The problem:
Could you set down exactly the lines of the data below, starting at the one that holds "For a GIS import: Serialize" and ending at the one that holds "Input: one rendered", both included, and only those?

START The records

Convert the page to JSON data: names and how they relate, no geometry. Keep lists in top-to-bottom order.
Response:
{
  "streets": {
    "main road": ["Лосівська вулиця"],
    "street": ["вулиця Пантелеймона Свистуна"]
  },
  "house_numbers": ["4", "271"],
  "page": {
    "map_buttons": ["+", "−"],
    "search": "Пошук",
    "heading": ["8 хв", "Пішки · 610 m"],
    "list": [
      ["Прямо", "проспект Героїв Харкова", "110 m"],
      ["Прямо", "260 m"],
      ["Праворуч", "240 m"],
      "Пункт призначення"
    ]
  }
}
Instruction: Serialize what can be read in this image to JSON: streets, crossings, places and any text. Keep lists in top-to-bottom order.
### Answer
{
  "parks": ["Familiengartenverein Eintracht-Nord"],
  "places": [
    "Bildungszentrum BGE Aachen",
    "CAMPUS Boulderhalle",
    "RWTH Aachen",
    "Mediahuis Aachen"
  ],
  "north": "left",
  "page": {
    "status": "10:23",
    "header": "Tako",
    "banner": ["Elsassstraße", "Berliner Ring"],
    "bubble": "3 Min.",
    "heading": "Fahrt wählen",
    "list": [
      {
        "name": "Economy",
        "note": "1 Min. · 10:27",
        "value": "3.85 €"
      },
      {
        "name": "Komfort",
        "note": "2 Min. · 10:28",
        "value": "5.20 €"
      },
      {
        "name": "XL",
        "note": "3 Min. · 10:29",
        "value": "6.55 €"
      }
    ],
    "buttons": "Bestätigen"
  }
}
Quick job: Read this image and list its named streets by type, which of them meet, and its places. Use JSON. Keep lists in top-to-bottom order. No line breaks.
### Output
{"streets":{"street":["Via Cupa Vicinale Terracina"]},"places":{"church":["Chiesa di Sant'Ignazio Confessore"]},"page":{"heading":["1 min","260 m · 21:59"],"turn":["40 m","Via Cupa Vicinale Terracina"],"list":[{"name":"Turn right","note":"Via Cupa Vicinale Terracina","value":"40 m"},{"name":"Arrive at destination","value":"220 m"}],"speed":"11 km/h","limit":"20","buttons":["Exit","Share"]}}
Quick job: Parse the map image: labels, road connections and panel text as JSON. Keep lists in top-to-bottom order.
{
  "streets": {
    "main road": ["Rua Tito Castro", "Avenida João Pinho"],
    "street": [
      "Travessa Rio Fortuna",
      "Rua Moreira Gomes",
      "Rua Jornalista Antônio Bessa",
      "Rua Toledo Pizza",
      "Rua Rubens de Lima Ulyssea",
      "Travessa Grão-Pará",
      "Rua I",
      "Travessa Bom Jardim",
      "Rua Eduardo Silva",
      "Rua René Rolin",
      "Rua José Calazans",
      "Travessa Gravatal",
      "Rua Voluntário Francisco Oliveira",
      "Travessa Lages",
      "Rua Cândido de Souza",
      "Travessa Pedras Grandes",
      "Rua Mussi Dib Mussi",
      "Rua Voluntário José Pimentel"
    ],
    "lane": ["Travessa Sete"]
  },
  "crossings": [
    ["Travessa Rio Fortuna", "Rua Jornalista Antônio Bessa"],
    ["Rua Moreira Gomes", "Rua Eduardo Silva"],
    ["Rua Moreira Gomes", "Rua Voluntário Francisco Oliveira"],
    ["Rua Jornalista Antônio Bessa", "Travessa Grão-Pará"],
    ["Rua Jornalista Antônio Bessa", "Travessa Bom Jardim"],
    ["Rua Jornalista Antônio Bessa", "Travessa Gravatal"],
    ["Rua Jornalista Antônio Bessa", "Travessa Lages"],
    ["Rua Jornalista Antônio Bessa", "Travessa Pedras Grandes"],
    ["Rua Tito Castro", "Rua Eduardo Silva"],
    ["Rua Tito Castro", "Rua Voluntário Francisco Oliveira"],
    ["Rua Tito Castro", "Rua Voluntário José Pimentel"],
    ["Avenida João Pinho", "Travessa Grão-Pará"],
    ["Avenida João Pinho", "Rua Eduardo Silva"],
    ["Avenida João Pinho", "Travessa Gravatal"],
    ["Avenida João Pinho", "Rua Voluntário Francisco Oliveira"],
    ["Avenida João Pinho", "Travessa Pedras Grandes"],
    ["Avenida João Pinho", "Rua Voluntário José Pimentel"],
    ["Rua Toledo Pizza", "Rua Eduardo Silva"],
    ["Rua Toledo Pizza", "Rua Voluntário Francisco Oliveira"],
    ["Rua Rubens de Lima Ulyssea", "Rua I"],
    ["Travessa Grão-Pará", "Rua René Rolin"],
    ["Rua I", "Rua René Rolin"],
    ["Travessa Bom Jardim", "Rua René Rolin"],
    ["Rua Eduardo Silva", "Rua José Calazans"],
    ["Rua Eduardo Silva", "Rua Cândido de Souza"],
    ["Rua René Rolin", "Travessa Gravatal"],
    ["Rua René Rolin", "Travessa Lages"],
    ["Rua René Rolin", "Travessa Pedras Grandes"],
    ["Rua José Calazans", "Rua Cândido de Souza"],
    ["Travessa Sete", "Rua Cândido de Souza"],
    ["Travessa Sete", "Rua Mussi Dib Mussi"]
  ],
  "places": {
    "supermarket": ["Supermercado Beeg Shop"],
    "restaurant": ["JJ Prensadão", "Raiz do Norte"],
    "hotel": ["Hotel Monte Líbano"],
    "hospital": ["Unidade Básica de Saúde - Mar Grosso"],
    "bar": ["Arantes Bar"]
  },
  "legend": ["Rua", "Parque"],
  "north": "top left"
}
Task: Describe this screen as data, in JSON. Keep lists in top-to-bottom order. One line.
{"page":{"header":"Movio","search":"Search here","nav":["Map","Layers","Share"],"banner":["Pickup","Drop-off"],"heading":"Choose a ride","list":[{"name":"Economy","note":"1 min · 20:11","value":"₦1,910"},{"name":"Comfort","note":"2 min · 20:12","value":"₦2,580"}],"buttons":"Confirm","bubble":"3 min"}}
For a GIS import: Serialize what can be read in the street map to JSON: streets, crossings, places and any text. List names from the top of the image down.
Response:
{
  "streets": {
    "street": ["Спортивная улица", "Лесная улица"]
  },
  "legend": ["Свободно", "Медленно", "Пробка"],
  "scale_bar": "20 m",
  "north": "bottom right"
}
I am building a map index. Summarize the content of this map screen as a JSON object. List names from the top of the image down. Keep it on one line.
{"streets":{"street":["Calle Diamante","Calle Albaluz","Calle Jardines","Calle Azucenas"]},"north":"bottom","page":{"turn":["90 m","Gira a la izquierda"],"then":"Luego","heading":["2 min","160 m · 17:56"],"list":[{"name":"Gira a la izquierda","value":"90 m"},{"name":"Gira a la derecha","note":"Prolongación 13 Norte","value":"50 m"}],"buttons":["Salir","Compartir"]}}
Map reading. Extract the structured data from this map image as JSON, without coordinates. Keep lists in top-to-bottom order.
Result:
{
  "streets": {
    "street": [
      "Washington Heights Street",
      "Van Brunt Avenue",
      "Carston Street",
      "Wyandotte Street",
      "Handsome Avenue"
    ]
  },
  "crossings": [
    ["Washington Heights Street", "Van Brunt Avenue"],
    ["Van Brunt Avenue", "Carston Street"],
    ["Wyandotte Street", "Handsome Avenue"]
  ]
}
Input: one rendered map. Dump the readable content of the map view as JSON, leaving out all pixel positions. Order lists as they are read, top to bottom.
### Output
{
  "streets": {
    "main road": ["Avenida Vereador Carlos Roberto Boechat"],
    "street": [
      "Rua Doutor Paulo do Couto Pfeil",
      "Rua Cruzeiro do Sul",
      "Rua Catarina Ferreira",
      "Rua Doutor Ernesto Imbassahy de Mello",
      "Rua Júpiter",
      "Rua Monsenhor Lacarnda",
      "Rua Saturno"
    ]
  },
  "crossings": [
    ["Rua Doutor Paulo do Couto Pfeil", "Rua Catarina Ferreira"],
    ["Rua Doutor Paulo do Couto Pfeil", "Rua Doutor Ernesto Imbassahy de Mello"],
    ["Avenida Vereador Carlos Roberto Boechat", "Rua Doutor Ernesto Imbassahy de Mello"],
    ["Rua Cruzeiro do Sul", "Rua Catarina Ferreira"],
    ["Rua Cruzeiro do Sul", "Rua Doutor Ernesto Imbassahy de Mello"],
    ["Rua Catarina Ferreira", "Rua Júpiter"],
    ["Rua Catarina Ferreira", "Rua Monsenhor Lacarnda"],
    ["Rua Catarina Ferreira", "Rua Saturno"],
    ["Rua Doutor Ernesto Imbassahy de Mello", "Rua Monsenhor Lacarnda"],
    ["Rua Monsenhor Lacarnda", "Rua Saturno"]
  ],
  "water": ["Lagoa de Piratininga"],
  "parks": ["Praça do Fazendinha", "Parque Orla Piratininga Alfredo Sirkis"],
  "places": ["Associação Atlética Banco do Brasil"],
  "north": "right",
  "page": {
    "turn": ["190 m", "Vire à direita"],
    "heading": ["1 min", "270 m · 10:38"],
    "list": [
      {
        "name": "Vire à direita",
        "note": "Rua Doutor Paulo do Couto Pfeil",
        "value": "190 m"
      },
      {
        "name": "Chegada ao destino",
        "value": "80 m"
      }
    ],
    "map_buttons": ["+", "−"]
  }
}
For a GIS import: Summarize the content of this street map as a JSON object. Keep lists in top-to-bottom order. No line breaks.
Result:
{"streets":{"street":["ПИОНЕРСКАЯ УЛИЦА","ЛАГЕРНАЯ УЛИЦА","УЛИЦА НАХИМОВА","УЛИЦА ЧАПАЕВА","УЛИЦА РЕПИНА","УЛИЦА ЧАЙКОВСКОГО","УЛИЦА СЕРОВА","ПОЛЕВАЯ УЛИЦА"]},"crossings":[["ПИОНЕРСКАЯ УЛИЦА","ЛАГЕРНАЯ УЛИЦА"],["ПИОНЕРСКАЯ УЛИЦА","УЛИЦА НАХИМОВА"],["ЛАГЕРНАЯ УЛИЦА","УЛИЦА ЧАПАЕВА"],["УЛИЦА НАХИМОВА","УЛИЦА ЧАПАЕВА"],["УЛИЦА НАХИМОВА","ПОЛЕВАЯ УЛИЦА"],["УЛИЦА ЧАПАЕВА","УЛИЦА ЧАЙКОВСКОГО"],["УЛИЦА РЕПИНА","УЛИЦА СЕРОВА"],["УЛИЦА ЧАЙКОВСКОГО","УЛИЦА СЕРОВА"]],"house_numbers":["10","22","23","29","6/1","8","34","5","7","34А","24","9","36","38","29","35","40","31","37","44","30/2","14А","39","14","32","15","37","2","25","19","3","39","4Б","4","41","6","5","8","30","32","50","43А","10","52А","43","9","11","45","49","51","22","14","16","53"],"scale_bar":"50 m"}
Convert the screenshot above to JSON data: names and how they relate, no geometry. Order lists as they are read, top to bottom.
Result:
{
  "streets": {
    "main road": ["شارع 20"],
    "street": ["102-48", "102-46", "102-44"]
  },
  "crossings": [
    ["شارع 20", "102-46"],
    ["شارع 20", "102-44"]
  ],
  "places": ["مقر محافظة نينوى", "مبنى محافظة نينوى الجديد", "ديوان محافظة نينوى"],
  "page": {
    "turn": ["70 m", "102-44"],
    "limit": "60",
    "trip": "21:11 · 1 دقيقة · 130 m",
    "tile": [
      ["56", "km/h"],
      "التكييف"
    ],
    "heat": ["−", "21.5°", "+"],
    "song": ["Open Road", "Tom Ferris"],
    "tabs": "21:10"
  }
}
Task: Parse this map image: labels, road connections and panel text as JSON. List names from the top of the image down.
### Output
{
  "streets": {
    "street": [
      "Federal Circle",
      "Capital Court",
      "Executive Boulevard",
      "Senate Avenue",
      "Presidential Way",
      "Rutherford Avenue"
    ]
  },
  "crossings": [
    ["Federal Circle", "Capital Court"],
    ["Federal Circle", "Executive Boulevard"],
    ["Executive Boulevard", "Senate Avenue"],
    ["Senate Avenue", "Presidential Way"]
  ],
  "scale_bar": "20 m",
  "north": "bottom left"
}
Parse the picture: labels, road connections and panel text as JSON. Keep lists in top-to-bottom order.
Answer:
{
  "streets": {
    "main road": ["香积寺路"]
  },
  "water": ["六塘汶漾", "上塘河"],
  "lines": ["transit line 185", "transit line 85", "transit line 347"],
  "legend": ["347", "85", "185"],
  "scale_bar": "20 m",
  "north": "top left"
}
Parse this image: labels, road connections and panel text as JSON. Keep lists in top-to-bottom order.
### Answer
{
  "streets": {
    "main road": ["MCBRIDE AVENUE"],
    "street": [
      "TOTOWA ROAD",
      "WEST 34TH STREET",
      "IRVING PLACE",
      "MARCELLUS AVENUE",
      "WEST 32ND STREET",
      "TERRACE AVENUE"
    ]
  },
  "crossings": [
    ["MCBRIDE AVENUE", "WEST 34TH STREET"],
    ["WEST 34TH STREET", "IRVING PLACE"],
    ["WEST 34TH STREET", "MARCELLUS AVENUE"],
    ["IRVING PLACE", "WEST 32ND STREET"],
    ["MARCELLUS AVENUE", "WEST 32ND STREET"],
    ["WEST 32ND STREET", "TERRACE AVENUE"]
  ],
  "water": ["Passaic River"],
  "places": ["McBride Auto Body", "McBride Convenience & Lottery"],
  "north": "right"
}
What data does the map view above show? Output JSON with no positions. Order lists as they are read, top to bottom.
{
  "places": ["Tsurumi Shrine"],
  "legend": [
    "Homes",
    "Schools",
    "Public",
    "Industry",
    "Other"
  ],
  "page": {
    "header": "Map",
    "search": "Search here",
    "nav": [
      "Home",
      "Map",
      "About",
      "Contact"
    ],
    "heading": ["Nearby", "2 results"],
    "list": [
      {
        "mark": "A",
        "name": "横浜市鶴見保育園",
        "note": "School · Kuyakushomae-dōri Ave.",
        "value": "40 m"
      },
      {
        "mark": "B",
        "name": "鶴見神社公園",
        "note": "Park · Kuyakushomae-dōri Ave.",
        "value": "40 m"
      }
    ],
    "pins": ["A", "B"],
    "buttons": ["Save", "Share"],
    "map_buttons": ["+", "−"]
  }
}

END The records

Result:
For a GIS import: Serialize what can be read in the street map to JSON: streets, crossings, places and any text. List names from the top of the image down.
Response:
{
  "streets": {
    "street": ["Спортивная улица", "Лесная улица"]
  },
  "legend": ["Свободно", "Медленно", "Пробка"],
  "scale_bar": "20 m",
  "north": "bottom right"
}
I am building a map index. Summarize the content of this map screen as a JSON object. List names from the top of the image down. Keep it on one line.
{"streets":{"street":["Calle Diamante","Calle Albaluz","Calle Jardines","Calle Azucenas"]},"north":"bottom","page":{"turn":["90 m","Gira a la izquierda"],"then":"Luego","heading":["2 min","160 m · 17:56"],"list":[{"name":"Gira a la izquierda","value":"90 m"},{"name":"Gira a la derecha","note":"Prolongación 13 Norte","value":"50 m"}],"buttons":["Salir","Compartir"]}}
Map reading. Extract the structured data from this map image as JSON, without coordinates. Keep lists in top-to-bottom order.
Result:
{
  "streets": {
    "street": [
      "Washington Heights Street",
      "Van Brunt Avenue",
      "Carston Street",
      "Wyandotte Street",
      "Handsome Avenue"
    ]
  },
  "crossings": [
    ["Washington Heights Street", "Van Brunt Avenue"],
    ["Van Brunt Avenue", "Carston Street"],
    ["Wyandotte Street", "Handsome Avenue"]
  ]
}
Input: one rendered map. Dump the readable content of the map view as JSON, leaving out all pixel positions. Order lists as they are read, top to bottom.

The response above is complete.